ACTION ITEM:
Take the records below and retype them line by line, from the first line through the one containing "Find all labels, symbols"; stop there.

Saved entries:

■ ■ ■ ■ ■ ■ ■

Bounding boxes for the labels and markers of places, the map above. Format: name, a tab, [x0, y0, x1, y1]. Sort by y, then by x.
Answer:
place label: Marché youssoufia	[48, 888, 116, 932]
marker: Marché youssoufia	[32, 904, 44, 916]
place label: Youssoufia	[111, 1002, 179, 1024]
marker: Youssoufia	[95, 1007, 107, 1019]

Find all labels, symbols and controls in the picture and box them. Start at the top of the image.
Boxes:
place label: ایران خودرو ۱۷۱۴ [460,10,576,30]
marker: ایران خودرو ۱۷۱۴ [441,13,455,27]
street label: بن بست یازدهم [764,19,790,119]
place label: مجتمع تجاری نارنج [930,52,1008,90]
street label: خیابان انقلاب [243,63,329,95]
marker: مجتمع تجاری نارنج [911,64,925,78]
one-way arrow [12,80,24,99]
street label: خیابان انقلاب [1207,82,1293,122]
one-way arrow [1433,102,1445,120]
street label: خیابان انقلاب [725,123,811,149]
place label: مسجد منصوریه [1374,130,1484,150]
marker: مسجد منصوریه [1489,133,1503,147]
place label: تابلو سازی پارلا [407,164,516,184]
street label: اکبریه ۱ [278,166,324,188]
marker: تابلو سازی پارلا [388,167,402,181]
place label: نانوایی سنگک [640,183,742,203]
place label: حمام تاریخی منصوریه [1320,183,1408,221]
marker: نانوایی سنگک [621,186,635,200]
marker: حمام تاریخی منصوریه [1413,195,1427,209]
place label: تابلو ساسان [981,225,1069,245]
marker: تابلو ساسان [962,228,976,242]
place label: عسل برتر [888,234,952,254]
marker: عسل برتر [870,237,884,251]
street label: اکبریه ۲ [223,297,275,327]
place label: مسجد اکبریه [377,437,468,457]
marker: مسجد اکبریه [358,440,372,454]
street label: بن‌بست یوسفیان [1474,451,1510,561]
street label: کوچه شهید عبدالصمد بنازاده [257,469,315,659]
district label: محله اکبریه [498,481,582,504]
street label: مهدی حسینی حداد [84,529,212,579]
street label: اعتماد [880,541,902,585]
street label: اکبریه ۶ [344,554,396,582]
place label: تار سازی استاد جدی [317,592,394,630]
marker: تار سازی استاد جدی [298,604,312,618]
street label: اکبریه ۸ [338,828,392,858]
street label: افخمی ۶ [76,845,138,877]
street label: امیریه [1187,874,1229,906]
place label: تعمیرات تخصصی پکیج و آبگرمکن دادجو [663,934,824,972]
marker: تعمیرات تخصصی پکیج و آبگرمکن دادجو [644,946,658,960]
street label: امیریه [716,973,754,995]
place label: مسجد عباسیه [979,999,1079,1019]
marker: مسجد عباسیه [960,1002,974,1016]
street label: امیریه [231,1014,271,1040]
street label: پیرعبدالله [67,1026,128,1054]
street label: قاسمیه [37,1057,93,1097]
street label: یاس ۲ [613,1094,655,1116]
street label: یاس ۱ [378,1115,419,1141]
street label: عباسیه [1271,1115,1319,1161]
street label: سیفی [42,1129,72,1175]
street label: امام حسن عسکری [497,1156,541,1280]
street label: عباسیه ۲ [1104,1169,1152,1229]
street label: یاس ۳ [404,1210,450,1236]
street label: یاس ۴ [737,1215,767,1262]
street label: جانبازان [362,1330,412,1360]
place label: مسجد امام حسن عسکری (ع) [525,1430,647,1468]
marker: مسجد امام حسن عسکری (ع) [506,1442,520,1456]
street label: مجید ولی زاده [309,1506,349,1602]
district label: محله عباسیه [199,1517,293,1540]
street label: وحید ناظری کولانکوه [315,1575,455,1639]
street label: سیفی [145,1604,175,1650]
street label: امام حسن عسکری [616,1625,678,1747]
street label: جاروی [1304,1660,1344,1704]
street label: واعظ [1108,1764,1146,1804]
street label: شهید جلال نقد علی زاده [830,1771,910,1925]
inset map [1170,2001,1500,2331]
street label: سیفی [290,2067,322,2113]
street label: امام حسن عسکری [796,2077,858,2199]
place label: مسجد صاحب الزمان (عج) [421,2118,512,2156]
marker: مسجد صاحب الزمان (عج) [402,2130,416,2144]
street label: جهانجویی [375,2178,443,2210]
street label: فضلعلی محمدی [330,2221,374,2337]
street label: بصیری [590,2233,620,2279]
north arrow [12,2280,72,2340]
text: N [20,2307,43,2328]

■ ■ ■ ■ ■ ■ ■

COMPLETED TASK:
Bounding boxes for the labels and markers of places, the map above. Format: name, a tab, [x0, y0, x1, y1]. Sort by y, then by x.
Answer:
place label: Marché youssoufia	[48, 888, 116, 932]
marker: Marché youssoufia	[32, 904, 44, 916]
place label: Youssoufia	[111, 1002, 179, 1024]
marker: Youssoufia	[95, 1007, 107, 1019]

Find all labels, symbols and controls in the picture and box them. Start at the top of the image.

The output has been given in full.